American woman fined $1.92m for file sharing

Jammie Thomas-Rasset has been found guilty of wilfully violating copyright for the second time and has been ordered to pay $1.92milllion.

A federal jury found the American woman guilty of violating music copyright on 24 songs and she has been charged $80,000 for each one. Federal law allows for a fine of up to $150,000 per song.

In 2007 Thomas-Rasset was found guilty of the same crime and fined $220,000 only for a new trial to be ordered after the judge decided he had erred in giving jury instructions. After the case Thomas-Rasset described the fine as "kind of ridiculous".

The 32-year-old mother of four said: "There's no way they're ever going to get that. I'm a mom, limited means, so I'm not going to worry about it now."

The Recording Industry Association of America says they offered Thomas-Rasset the chance to settle out of court for between $3000 and $5000. The record industry stopped filing such lawsuits last August - and instead is now working with ISPs to find the biggest offenders - and this is one of 30,000 that made it to trial. The vast majority of people settled for about $3500.

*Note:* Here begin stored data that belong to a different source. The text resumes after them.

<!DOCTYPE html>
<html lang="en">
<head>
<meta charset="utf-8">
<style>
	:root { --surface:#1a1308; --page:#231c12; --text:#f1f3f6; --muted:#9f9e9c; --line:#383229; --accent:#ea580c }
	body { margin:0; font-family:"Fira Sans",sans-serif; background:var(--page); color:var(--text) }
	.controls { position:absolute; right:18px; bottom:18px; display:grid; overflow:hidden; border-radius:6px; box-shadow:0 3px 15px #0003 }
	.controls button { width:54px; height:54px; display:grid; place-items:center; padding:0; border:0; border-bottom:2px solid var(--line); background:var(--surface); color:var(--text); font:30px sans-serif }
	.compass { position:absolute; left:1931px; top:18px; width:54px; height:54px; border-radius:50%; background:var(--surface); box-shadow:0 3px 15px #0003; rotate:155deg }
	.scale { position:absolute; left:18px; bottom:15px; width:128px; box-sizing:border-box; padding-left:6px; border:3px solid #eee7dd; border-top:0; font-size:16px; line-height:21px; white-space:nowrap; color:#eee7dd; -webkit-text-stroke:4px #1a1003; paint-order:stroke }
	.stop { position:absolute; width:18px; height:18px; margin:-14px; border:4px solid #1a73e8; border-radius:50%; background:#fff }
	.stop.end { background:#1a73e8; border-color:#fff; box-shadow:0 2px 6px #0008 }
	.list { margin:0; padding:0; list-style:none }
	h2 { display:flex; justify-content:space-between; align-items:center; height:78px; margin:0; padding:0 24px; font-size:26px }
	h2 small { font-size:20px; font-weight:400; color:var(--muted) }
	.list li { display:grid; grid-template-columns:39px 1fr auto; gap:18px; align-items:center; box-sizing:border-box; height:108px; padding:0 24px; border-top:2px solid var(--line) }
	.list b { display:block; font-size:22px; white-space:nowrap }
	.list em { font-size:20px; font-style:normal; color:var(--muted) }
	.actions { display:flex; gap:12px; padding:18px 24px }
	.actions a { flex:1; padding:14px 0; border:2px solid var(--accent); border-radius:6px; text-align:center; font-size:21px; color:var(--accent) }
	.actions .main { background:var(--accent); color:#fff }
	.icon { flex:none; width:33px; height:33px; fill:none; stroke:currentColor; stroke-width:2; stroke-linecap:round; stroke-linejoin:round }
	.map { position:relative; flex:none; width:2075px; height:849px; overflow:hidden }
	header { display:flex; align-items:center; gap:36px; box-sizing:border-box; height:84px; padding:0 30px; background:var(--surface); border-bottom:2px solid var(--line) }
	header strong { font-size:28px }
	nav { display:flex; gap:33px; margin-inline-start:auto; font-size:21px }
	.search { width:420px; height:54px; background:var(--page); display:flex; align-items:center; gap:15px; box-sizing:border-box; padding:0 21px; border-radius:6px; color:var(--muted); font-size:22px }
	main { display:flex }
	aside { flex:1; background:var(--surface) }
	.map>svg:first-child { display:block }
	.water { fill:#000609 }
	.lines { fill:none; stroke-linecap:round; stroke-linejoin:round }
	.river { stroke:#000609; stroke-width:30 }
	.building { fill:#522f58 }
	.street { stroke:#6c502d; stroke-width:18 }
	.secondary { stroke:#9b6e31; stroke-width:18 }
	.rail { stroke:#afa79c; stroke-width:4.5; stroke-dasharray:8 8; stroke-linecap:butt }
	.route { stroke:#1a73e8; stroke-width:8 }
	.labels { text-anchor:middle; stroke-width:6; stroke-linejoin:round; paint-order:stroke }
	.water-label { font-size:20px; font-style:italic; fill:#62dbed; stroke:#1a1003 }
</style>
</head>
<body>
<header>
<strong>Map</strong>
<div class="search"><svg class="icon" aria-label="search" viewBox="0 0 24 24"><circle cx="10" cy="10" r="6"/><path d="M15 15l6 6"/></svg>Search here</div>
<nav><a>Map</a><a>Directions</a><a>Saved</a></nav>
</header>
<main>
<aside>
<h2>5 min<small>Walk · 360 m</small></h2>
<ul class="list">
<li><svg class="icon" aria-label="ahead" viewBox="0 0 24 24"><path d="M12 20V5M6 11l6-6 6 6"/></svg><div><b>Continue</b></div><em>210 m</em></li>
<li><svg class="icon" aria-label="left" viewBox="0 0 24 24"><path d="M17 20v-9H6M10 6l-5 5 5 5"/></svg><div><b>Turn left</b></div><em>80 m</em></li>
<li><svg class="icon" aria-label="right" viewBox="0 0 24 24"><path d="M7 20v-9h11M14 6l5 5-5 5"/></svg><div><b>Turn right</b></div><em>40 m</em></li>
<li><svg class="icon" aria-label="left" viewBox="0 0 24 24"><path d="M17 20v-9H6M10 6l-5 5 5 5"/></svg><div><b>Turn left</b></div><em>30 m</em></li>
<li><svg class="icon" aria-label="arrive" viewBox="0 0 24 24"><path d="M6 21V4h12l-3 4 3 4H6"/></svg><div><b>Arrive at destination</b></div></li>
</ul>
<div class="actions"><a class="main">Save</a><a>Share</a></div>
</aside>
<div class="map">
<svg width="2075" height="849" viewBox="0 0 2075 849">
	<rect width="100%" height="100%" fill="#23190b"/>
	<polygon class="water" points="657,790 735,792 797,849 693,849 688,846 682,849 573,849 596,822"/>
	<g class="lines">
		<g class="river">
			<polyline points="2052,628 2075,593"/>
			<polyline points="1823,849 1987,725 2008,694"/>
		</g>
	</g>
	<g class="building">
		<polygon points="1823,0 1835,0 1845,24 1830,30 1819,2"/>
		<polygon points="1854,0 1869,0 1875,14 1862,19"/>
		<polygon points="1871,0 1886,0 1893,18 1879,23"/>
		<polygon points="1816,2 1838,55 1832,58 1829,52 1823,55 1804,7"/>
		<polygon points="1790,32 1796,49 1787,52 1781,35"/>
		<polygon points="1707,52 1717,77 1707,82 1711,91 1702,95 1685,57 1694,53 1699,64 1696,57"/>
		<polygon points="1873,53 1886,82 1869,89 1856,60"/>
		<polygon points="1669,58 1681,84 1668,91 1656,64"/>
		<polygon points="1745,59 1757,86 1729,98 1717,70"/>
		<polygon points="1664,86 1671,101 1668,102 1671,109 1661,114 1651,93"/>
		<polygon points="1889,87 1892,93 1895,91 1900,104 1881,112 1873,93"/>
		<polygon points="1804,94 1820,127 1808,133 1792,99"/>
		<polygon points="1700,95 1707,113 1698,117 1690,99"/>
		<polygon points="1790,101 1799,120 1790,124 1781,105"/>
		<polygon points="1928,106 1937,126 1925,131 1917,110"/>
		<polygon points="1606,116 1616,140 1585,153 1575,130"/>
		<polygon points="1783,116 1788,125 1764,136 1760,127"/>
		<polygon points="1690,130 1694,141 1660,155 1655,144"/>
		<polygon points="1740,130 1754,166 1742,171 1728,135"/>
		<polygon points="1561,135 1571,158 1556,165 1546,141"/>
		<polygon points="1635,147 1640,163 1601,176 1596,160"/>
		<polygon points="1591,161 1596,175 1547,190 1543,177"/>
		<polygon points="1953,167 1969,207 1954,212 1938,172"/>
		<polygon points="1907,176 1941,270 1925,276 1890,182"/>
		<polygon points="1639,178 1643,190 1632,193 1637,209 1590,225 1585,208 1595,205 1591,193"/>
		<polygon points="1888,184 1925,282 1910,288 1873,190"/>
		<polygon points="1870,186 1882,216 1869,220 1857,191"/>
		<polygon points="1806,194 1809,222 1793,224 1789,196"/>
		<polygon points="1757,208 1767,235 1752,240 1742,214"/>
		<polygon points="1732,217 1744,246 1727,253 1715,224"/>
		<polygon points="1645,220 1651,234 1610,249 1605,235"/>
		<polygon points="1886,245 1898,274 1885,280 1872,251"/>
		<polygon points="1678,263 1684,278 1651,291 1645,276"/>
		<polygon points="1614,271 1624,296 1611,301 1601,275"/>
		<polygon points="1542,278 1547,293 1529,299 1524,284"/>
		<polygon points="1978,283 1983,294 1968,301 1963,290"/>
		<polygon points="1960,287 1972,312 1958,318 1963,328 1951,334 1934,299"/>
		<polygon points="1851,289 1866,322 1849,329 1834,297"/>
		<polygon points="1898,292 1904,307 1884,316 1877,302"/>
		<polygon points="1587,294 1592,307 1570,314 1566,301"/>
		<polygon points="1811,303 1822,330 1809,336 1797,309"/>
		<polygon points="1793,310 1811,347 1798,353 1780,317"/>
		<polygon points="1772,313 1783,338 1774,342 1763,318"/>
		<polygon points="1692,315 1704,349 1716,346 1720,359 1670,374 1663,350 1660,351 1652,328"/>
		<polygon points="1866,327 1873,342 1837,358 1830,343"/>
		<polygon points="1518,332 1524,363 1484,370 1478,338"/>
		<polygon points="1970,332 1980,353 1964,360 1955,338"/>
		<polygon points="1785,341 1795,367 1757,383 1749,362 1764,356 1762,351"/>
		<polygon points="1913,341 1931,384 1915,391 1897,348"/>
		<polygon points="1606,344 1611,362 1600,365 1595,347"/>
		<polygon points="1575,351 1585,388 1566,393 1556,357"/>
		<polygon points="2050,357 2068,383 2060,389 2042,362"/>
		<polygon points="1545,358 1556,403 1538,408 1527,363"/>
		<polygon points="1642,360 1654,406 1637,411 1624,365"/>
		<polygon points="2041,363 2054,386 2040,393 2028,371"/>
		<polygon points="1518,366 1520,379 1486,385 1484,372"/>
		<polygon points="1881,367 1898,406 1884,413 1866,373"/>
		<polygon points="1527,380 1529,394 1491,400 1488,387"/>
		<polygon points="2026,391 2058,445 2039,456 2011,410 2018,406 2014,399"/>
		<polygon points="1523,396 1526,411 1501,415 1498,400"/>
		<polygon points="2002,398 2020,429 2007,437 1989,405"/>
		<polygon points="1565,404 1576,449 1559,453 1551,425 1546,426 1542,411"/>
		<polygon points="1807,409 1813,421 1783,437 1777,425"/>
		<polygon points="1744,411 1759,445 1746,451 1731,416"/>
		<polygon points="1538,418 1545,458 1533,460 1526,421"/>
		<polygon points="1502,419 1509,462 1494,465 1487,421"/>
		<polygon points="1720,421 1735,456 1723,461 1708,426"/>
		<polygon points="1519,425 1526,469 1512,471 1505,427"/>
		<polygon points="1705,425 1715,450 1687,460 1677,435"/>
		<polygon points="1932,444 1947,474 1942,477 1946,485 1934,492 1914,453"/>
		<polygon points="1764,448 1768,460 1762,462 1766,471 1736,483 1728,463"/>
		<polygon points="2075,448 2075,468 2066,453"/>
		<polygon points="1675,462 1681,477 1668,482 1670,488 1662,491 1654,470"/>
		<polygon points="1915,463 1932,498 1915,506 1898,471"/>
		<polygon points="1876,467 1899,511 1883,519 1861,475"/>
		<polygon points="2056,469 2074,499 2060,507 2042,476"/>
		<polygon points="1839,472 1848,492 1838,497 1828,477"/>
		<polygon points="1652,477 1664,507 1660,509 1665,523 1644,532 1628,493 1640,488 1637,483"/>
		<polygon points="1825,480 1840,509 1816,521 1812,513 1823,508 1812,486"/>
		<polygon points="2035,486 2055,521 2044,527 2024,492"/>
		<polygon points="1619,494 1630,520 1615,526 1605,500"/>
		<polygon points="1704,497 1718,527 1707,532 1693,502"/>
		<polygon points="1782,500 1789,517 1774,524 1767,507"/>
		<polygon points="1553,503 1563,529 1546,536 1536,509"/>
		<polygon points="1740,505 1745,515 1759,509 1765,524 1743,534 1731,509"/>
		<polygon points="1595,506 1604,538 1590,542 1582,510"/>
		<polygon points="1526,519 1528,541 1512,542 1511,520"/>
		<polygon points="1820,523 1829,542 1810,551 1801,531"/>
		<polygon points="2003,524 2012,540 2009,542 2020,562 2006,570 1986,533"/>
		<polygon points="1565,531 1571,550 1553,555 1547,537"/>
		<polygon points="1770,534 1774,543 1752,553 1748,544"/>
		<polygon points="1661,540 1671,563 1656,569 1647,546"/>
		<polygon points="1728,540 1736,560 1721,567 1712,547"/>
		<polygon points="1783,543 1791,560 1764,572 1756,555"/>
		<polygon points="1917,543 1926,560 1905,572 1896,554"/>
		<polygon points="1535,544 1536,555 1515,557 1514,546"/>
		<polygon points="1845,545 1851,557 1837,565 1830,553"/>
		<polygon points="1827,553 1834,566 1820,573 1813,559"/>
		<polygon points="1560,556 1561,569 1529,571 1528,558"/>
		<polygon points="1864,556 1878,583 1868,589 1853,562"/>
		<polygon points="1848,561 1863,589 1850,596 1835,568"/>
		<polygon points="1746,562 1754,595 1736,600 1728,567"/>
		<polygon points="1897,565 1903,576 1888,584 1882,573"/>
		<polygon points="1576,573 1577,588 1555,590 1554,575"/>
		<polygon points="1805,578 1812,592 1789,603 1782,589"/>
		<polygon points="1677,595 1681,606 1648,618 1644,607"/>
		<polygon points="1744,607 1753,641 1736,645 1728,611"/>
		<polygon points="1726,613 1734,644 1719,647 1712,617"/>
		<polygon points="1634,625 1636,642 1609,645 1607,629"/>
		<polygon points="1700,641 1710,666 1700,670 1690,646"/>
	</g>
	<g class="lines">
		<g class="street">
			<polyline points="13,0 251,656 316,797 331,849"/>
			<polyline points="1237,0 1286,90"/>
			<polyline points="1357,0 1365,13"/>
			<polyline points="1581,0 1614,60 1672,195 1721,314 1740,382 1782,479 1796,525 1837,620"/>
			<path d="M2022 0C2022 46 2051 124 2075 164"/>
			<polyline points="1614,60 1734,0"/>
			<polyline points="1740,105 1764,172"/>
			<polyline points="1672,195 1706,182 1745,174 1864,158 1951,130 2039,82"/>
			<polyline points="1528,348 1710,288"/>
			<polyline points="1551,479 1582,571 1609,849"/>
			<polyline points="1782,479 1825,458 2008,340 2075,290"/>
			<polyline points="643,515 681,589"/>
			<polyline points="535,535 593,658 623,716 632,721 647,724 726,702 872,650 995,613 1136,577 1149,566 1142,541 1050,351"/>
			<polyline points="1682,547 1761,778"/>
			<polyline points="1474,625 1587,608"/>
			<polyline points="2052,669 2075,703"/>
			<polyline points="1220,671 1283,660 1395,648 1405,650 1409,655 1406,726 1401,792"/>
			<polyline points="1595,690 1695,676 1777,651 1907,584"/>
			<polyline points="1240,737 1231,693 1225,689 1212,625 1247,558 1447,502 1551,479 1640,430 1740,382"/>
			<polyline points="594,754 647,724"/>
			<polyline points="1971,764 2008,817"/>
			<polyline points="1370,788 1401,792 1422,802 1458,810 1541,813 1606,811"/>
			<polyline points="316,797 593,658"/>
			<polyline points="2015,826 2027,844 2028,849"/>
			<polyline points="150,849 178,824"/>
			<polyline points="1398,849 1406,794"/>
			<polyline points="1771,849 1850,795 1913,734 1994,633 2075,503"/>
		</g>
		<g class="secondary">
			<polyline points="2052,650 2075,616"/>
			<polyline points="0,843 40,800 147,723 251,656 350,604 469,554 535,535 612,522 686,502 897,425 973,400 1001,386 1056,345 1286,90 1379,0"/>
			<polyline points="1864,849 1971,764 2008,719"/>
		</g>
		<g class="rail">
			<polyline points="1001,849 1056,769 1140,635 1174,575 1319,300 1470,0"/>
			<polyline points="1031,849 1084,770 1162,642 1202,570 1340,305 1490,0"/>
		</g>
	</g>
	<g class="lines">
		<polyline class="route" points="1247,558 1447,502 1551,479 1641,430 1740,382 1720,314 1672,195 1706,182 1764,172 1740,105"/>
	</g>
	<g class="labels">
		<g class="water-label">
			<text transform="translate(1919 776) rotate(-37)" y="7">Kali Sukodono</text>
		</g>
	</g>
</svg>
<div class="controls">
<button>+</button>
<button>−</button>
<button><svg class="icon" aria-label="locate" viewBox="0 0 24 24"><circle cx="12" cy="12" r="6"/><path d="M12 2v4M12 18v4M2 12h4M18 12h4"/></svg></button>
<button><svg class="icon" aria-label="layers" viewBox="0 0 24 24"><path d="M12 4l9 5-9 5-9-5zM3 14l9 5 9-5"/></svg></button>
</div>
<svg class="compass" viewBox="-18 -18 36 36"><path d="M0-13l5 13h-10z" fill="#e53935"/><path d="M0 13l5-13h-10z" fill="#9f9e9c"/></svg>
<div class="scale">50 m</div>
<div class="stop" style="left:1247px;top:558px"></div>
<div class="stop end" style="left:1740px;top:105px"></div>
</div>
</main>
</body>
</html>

Thomas-Rasset - who tried to fob the blame on to her children and ex-husband during the trial - was initially accused of offering more than 1700 songs on Kazaa but for simplicity's sake the prosecution only had to prove 24 instances of copyright violation.

The companies involved in the court case are subsidiaries of all four major recording companies, Warner Music Group Corp., Vivendi SA's Universal Music Group, EMI Group PLC and Sony Corp.'s Sony Music Entertainment.